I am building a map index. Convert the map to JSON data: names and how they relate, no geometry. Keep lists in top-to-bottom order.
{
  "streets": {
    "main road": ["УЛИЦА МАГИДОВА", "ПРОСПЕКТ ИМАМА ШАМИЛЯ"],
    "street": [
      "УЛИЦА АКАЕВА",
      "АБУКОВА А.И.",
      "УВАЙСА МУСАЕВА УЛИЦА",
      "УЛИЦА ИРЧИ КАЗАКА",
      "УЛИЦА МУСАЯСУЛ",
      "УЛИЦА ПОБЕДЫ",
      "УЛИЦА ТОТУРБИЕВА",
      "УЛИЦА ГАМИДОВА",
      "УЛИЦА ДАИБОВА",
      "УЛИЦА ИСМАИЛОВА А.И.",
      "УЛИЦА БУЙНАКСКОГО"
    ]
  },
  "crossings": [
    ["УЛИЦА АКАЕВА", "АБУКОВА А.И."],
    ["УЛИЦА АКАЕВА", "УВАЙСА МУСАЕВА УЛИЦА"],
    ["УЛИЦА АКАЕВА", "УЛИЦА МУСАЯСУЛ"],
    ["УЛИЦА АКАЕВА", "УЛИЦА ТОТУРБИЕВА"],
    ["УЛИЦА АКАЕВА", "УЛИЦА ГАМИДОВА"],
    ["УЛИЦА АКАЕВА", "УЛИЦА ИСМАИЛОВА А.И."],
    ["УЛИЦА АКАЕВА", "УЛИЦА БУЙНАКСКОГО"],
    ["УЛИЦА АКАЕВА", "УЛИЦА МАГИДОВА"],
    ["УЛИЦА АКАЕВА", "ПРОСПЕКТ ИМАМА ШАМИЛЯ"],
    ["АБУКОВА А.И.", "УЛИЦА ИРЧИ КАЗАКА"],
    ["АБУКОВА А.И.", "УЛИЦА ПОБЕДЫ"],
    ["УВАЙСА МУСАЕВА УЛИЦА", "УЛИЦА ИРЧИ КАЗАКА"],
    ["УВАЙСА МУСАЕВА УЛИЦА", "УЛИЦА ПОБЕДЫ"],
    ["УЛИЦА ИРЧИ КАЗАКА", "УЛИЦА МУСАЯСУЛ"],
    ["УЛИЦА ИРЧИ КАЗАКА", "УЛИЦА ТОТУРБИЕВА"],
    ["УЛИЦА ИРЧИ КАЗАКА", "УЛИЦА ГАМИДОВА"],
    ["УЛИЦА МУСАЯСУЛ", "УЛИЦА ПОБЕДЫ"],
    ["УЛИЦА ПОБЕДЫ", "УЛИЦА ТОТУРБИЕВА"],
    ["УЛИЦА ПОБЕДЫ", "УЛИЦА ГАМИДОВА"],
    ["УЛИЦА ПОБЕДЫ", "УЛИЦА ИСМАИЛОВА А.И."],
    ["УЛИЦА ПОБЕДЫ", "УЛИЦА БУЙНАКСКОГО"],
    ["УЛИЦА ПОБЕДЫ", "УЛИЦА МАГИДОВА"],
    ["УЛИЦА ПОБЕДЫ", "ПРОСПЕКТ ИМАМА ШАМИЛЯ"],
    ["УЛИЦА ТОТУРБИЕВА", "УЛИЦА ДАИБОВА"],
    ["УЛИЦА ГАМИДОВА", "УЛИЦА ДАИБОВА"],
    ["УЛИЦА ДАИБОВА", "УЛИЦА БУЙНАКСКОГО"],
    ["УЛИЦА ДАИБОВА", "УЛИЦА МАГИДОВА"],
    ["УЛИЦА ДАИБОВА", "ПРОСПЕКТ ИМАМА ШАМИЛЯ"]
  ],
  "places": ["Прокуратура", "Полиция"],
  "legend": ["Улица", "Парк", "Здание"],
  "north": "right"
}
____
▶ **TASK GOAL**
In the entries above, locate every line with the word "КАЗАКА" and copy it.

▶ **SOLUTION FOR THIS TASK**
      "УЛИЦА ИРЧИ КАЗАКА",
    ["АБУКОВА А.И.", "УЛИЦА ИРЧИ КАЗАКА"],
    ["УВАЙСА МУСАЕВА УЛИЦА", "УЛИЦА ИРЧИ КАЗАКА"],
    ["УЛИЦА ИРЧИ КАЗАКА", "УЛИЦА МУСАЯСУЛ"],
    ["УЛИЦА ИРЧИ КАЗАКА", "УЛИЦА ТОТУРБИЕВА"],
    ["УЛИЦА ИРЧИ КАЗАКА", "УЛИЦА ГАМИДОВА"],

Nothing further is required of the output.